Hinter ihm der Gipfel der Zugspitze, unter ihm 1000 Meter Abgrund, von dem ihn ein schmales Band trennt. Heinz Zak macht das, um "das Leben intensiv zu spüren". Wo viel Hoch-Mut, ist ein lockerer Spruch nicht weit.

Den kann man sich derzeit beim Edelweiß-Bergfilmfestival der Naturfreunde anhören. Zak ist der Stargast, die Alpinistenikone zeigt besondere Werkstücke und erzählt – heute Abend etwa in Wien (Gartenbaukino, wenige Restkarten tagsüber noch erhältlich, siehe rechts). Er war in Österreich einst Pionier des Sportkletterns und später der Slackline. Und sucht mit 57 Jahren noch immer regelmäßig seine Grenzen.

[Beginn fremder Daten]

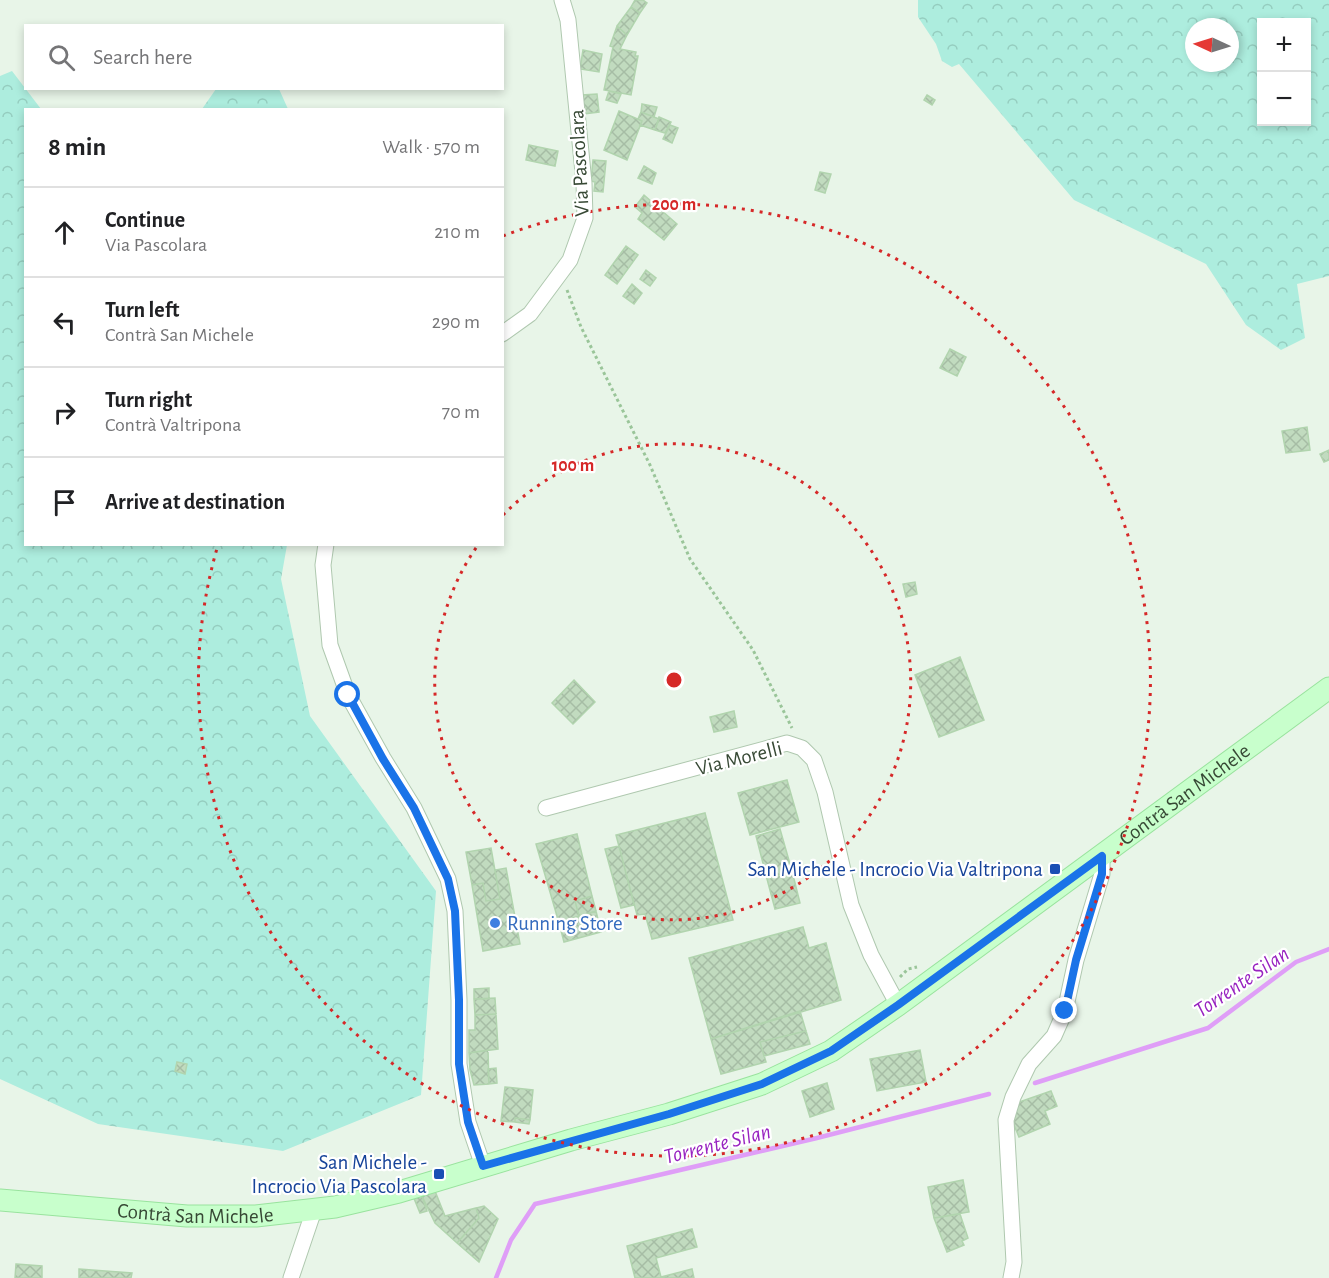 <!DOCTYPE html>
<html lang="en">
<head>
<meta charset="utf-8">
<style>
	:root { --surface:#fff; --page:#f6f6f6; --text:#202124; --muted:#757577; --line:#e0e0e0 }
	body { margin:0; font-family:"Alegreya Sans",sans-serif; background:var(--page); color:var(--text) }
	.controls { position:absolute; right:18px; top:18px; display:grid; overflow:hidden; border-radius:0px; box-shadow:0 3px 9px #0003 }
	.controls button { width:54px; height:54px; display:grid; place-items:center; padding:0; border:0; border-bottom:2px solid var(--line); background:var(--surface); color:var(--text); font:30px sans-serif }
	.compass { position:absolute; left:1185px; top:18px; width:54px; height:54px; border-radius:50%; background:var(--surface); box-shadow:0 3px 9px #0003; rotate:274deg }
	.stop { position:absolute; width:18px; height:18px; margin:-14px; border:4px solid #1a73e8; border-radius:50%; background:#fff }
	.stop.end { background:#1a73e8; border-color:#fff; box-shadow:0 2px 6px #0008 }
	.list { margin:0; padding:0; list-style:none }
	h2 { display:flex; justify-content:space-between; align-items:center; height:78px; margin:0; padding:0 24px; font-size:26px }
	h2 small { font-size:20px; font-weight:400; color:var(--muted) }
	.list li { display:grid; grid-template-columns:39px 1fr auto; gap:18px; align-items:center; box-sizing:border-box; height:90px; padding:0 24px; border-top:2px solid var(--line) }
	.list b { display:block; font-size:22px; white-space:nowrap }
	.list p { margin:0; font-size:20px; white-space:nowrap; color:var(--muted) }
	.list em { font-size:20px; font-style:normal; color:var(--muted) }
	.icon { flex:none; width:33px; height:33px; fill:none; stroke:currentColor; stroke-width:2; stroke-linecap:round; stroke-linejoin:round }
	.map { position:relative; flex:none; width:1329px; height:1278px; overflow:hidden }
	.search { position:absolute; background:var(--surface); box-shadow:0 3px 9px #0003; left:24px; top:24px; width:480px; height:66px; display:flex; align-items:center; gap:15px; box-sizing:border-box; padding:0 21px; border-radius:0px; color:var(--muted); font-size:22px }
	.panel { position:absolute; background:var(--surface); box-shadow:0 3px 9px #0003; left:24px; top:108px; width:480px; height:438px; border-radius:0px }
	.map>svg:first-child { display:block }
	.forest { fill:url(#forest-crowns); fill-rule:evenodd }
	.lines { fill:none; stroke-linecap:round; stroke-linejoin:round }
	.stream { stroke:#df9ef7; stroke-width:4.5 }
	.building { fill:url(#building-cross-hatch); stroke:#b1d4ae; stroke-width:1.5 }
	.minor-casing { stroke:#afc8af; stroke-width:17 }
	.secondary-casing { stroke:#99e39e; stroke-width:23 }
	.path { stroke:#9ac599; stroke-width:3; stroke-dasharray:3 3; stroke-linecap:butt }
	.minor { stroke:#fff; stroke-width:15 }
	.secondary { stroke:#c8ffcc; stroke-width:21 }
	.route { stroke:#1a73e8; stroke-width:8 }
	.ring { fill:none; stroke:#d62828; stroke-width:3; stroke-dasharray:3 6 }
	.transit-dot { fill:#1a4fb4; stroke:#fff; stroke-width:2 }
	.shop-dot { fill:#3f7fe0; stroke:#fff; stroke-width:2 }
	.labels { text-anchor:middle; stroke-width:4.5; stroke-linejoin:round; paint-order:stroke }
	.street-label { font-size:21px; fill:#374935; stroke:#fff }
	.transit-label { font-size:21px; fill:#164399; stroke:#fff; text-anchor:end }
	.shop-label { font-size:21px; fill:#366cbe; stroke:#fff; text-anchor:start }
	.water-label { font-size:22px; font-style:italic; fill:#9823c0; stroke:#fff }
	.centre { fill:#d62828; stroke:#fff; stroke-width:3 }
	.ring-label { font-size:18px; text-anchor:middle; font-weight:bold; fill:#d62828; stroke:#fff; stroke-width:4.5; stroke-linejoin:round; paint-order:stroke }
</style>
</head>
<body>
<div class="map">
<svg width="1329" height="1278" viewBox="0 0 1329 1278">
	<defs>
		<pattern id="forest-crowns" width="20" height="18" patternUnits="userSpaceOnUse" patternTransform="scale(1.5)"><rect width="20" height="18" fill="#adedde"/><path d="M2 6a3 3 0 1 1 6 0M12 15a3 3 0 1 1 6 0" fill="none" stroke="#95cdbf"/></pattern>
		<pattern id="building-cross-hatch" width="8" height="8" patternUnits="userSpaceOnUse" patternTransform="scale(1.5)"><rect width="8" height="8" fill="#c1dbbf"/><path d="M0 0l8 8M0 8l8-8" fill="none" stroke="#a6bda5"/></pattern>
	</defs>
	<rect width="100%" height="100%" fill="#e8f5e8"/>
	<path class="forest" d="M 918,0 L 1329,0 L 1329,276 L 1297,284 L 1305,338 L 1281,350 L 1246,325 L 1206,264 L 1074,200 L 959,64 L 952,67 L 942,61 L 936,44 L 918,17 ZM 1262,22 L 1306,22 L 1306,122 L 1262,122 ZM 1194,27 L 1230,27 L 1230,63 L 1194,63 Z
		M 12,71 L 41,109 L 26,110 L 26,544 L 287,545 L 281,579 L 310,716 L 436,891 L 421,1095 L 283,1151 L 98,1124 L 0,1079 L 0,76 Z
		M 216,89 L 279,89 L 288,109 L 202,109 Z"/>
	<g class="lines">
		<path class="stream" d="M 1035,1083 L 1208,1028 L 1296,962 L 1329,949
			M 496,1278 L 511,1240 L 535,1204 L 817,1138 L 989,1094"/>
	</g>
	<path class="building" d="M 635,0 L 643,0 L 647,3 L 640,13 L 631,7 Z
		M 631,7 L 640,13 L 627,35 L 617,26 Z
		M 617,26 L 627,35 L 620,49 L 636,52 L 635,56 L 638,56 L 631,95 L 604,90 L 613,47 L 610,46 Z
		M 583,50 L 602,54 L 599,72 L 580,69 Z
		M 609,91 L 621,94 L 617,103 L 606,100 Z
		M 597,94 L 599,112 L 584,114 L 582,95 Z
		M 927,95 L 935,100 L 932,105 L 924,100 Z
		M 642,104 L 657,107 L 654,117 L 641,112 Z
		M 619,111 L 642,121 L 627,160 L 604,150 Z
		M 641,112 L 659,119 L 655,130 L 640,125 L 642,121 L 638,119 Z
		M 659,117 L 671,122 L 665,133 L 655,130 Z
		M 670,125 L 678,128 L 672,143 L 663,139 Z
		M 529,145 L 558,151 L 555,166 L 526,160 Z
		M 593,160 L 606,161 L 603,192 L 594,191 L 595,182 L 591,181 Z
		M 644,166 L 656,173 L 652,184 L 638,178 Z
		M 820,172 L 831,174 L 825,193 L 815,190 Z
		M 644,195 L 677,224 L 664,240 L 638,219 L 642,213 L 635,207 Z
		M 626,246 L 638,255 L 617,284 L 605,275 Z
		M 646,270 L 656,278 L 650,286 L 640,279 Z
		M 632,284 L 642,293 L 634,304 L 623,296 Z
		M 950,349 L 966,357 L 957,376 L 940,368 Z
		M 1307,427 L 1310,450 L 1286,453 L 1282,431 Z
		M 1329,450 L 1329,460 L 1324,462 L 1320,454 Z
		M 915,582 L 917,594 L 906,597 L 903,584 Z
		M 960,657 L 984,720 L 939,737 L 915,675 Z
		M 574,680 L 595,702 L 573,724 L 552,703 Z
		M 734,711 L 737,727 L 714,732 L 710,717 Z
		M 787,780 L 799,822 L 750,835 L 738,793 Z
		M 705,813 L 733,920 L 652,939 L 645,914 L 637,915 L 616,835 Z
		M 780,829 L 792,871 L 767,879 L 756,836 Z
		M 577,834 L 592,896 L 575,901 L 579,916 L 559,923 L 536,844 Z
		M 619,846 L 634,905 L 621,908 L 605,849 Z
		M 491,848 L 500,899 L 486,901 L 483,883 L 472,885 L 466,852 Z
		M 506,868 L 520,944 L 483,951 L 472,885 L 483,883 L 486,901 L 500,899 L 495,870 Z
		M 792,871 L 800,903 L 775,909 L 767,879 Z
		M 592,896 L 596,911 L 579,916 L 575,901 Z
		M 596,911 L 601,932 L 564,942 L 559,923 Z
		M 803,927 L 809,948 L 826,943 L 841,1000 L 711,1039 L 689,958 Z
		M 489,988 L 489,999 L 474,999 L 474,989 Z
		M 495,998 L 496,1014 L 475,1015 L 474,999 Z
		M 800,1011 L 806,1031 L 760,1042 L 766,1062 L 721,1074 L 711,1039 Z
		M 496,1014 L 498,1049 L 469,1053 L 469,1030 L 475,1030 L 475,1015 Z
		M 806,1031 L 810,1044 L 764,1056 L 760,1042 Z
		M 488,1050 L 489,1084 L 474,1085 L 470,1070 L 469,1053 Z
		M 920,1050 L 926,1082 L 877,1091 L 870,1059 Z
		M 177,1062 L 187,1064 L 185,1074 L 175,1071 Z
		M 496,1068 L 497,1083 L 489,1084 L 488,1069 Z
		M 827,1083 L 834,1109 L 810,1117 L 802,1091 Z
		M 505,1087 L 533,1090 L 530,1120 L 515,1118 L 515,1122 L 501,1121 Z
		M 1051,1091 L 1057,1106 L 1045,1111 L 1050,1124 L 1019,1137 L 1013,1123 L 1019,1102 Z
		M 515,1118 L 530,1120 L 529,1124 L 515,1122 Z
		M 963,1180 L 969,1212 L 934,1218 L 928,1187 Z
		M 435,1191 L 445,1216 L 476,1208 L 479,1218 L 457,1243 L 435,1223 L 421,1194 Z
		M 421,1194 L 427,1211 L 420,1213 L 413,1196 Z
		M 484,1206 L 498,1219 L 479,1262 L 457,1243 L 479,1218 L 476,1208 Z
		M 960,1214 L 968,1238 L 962,1241 L 964,1245 L 947,1252 L 934,1218 Z
		M 692,1229 L 697,1247 L 656,1258 L 661,1277 L 692,1269 L 694,1278 L 635,1278 L 627,1246 Z
		M 16,1264 L 42,1266 L 42,1278 L 15,1278 Z
		M 79,1269 L 132,1273 L 131,1278 L 79,1278 Z"/>
	<g class="lines">
		<defs>
			<path id="minor" d="M 502,334 L 530,314 L 570,260 L 585,218 L 584,183 L 568,20 L 562,0
				M 326,544 L 323,565 L 330,645 L 348,695 L 383,758 L 414,808 L 448,879 L 455,911 L 459,1000 L 459,1064 L 468,1122 L 483,1166
				M 546,808 L 787,743 L 802,748 L 814,760 L 825,792 L 851,905 L 871,955 L 898,1005
				M 291,1278 L 314,1210
				M 1011,1278 L 1014,1262 L 1006,1120 L 1013,1097 L 1029,1064 L 1054,1036 L 1065,1011 L 1076,960 L 1102,874 L 1102,856"/>
			<g id="secondary">
				<path id="s1" d="M 0,1200 L 187,1216 L 256,1216 L 335,1207 L 399,1192 L 571,1140 L 669,1114 L 762,1084 L 831,1051 L 898,1005 L 1329,688"/>
			</g>
		</defs>
		<use href="#minor" class="minor-casing"/>
		<use href="#secondary" class="secondary-casing"/>
		<path class="path" d="M 567,290 L 581,327 L 650,465 L 690,559 L 753,650 L 792,728
			M 900,977 L 908,969 L 917,967"/>
		<use href="#minor" class="minor"/>
		<use href="#secondary" class="secondary"/>
	</g>
	<g class="lines">
		<path class="route" d="M 348,695 L 383,759 L 414,808 L 448,879 L 455,911 L 459,1000 L 459,1064 L 468,1122 L 483,1166 L 669,1114 L 762,1084 L 831,1051 L 898,1005 L 1102,856 L 1102,874 L 1076,960 L 1065,1011"/>
	</g>
	<g class="ring">
		<path d="M503 515A238 238 0 1 1 478 545"/>
		<path d="M503 236A476 476 0 1 1 218 545"/>
	</g>
	<g class="transit-dot">
		<rect x="1049" y="863" width="12" height="12" rx="3"/>
		<rect x="433" y="1168" width="12" height="12" rx="3"/>
	</g>
	<circle class="shop-dot" cx="495" cy="923" r="6"/>
	<g class="labels">
		<g class="street-label">
			<text transform="translate(579 163) rotate(-93)" y="7">Via Pascolara</text>
			<text transform="translate(739 758) rotate(-14)" y="7">Via Morelli</text>
			<text dy="7" stroke="none"><textPath href="#s1" startOffset="1294">Contrà San Michele</textPath></text>
			<text dy="7" stroke="none"><textPath href="#s1" startOffset="196">Contrà San Michele</textPath></text>
		</g>
		<g class="transit-label">
			<text x="1043" y="876">San Michele - Incrocio Via Valtripona</text>
			<text x="427" y="1169">San Michele -<tspan x="427" dy="24">Incrocio Via Pascolara</tspan></text>
		</g>
		<g class="shop-label">
			<text x="507" y="930">Running Store</text>
		</g>
		<g class="water-label">
			<text transform="translate(1241 981) rotate(-34)" y="8">Torrente Silan</text>
			<text transform="translate(717 1143) rotate(-14)" y="8">Torrente Silan</text>
		</g>
	</g>
	<circle cx="674" cy="680" r="9" class="centre"/>
	<g class="ring-label">
		<text x="674" y="210">200 m</text>
		<text x="573" y="471">100 m</text>
	</g>
</svg>
<div class="controls">
<button>+</button>
<button>−</button>
</div>
<svg class="compass" viewBox="-18 -18 36 36"><path d="M0-13l5 13h-10z" fill="#e53935"/><path d="M0 13l5-13h-10z" fill="#757577"/></svg>
<div class="stop" style="left:348px;top:695px"></div>
<div class="stop end" style="left:1065px;top:1011px"></div>
<div class="search"><svg class="icon" aria-label="search" viewBox="0 0 24 24"><circle cx="10" cy="10" r="6"/><path d="M15 15l6 6"/></svg>Search here</div>
<section class="panel">
<h2>8 min<small>Walk · 570 m</small></h2>
<ul class="list">
<li><svg class="icon" aria-label="ahead" viewBox="0 0 24 24"><path d="M12 20V5M6 11l6-6 6 6"/></svg><div><b>Continue</b><p>Via Pascolara</p></div><em>210 m</em></li>
<li><svg class="icon" aria-label="left" viewBox="0 0 24 24"><path d="M17 20v-9H6M10 6l-5 5 5 5"/></svg><div><b>Turn left</b><p>Contrà San Michele</p></div><em>290 m</em></li>
<li><svg class="icon" aria-label="right" viewBox="0 0 24 24"><path d="M7 20v-9h11M14 6l5 5-5 5"/></svg><div><b>Turn right</b><p>Contrà Valtripona</p></div><em>70 m</em></li>
<li><svg class="icon" aria-label="arrive" viewBox="0 0 24 24"><path d="M6 21V4h12l-3 4 3 4H6"/></svg><div><b>Arrive at destination</b></div></li>
</ul>
</section>
</div>
</body>
</html>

Auf der Slackline über Schluchten
Gipfelstürmernadel, Karwendel, Heinz Zak-Foto zum Bergfilmfestival Naturfreunde, honorarfrei zur Geschichte IV Heinz Zak
KURIER: Solche Bilder von Ihnen auf der Slackline faszinieren Menschen, weil sie sich nicht vorstellen können, wie es sich anfühlt, da oben zu stehen. Also, wie fühlt es sich an?

Heinz Zak: Es ist eine eigene Welt mit viel Luft und Raum, in dem man sich bewegt. Es ist ausgesetzt, auf der Slackline wirkt die Tiefe stärker als auf einer Klettertour, sie springt einem ins Aug’. Es ist, als ob man in die Luft hinausgeht. Du musst vorher mit dir klären, ob du bereit bist. Sobald du auf die Slackline gehst oder auch in eine Wand kletterst, oder an einer Kante hängst, gibt es keine Gedanken mehr. Wenn du da noch nachdenkst, brennen dir die Nerven durch. Ich selber werde in besonders extremen Situationen glasklar, das ist ein Geschenk, das ich mitbekommen habe.

Denken Sie an die Möglichkeit, da hinunterzufallen?

Sobald solche Gedanken kommen, ist es aus. Ich schaue auch nicht hinunter, denn wenn du das tust, bist du auf dem Holzweg. Man braucht dafür eine positive Grundbestimmtheit. Da ist es sogar zu wenig, wenn man sich nur einredet, heute gut drauf zu sein. Aber das gilt für jeden Sport, auf einem gewissen Niveau denkt kein Athlet an das Scheitern. Ich hab das einmal erlebt, Gott sei Dank beim Training knapp über dem Boden: Als ich auf die Slackline ging, rief einer: ‚Fall nit oba!‘ Da bin ich runtergefallen. Weil man plötzlich daran denkt. Das ist, als ob der schreit: ‚Fall oba!‘

Gleichgewicht durch positives Denken – eigentlich eine hübsche Metapher für das Leben.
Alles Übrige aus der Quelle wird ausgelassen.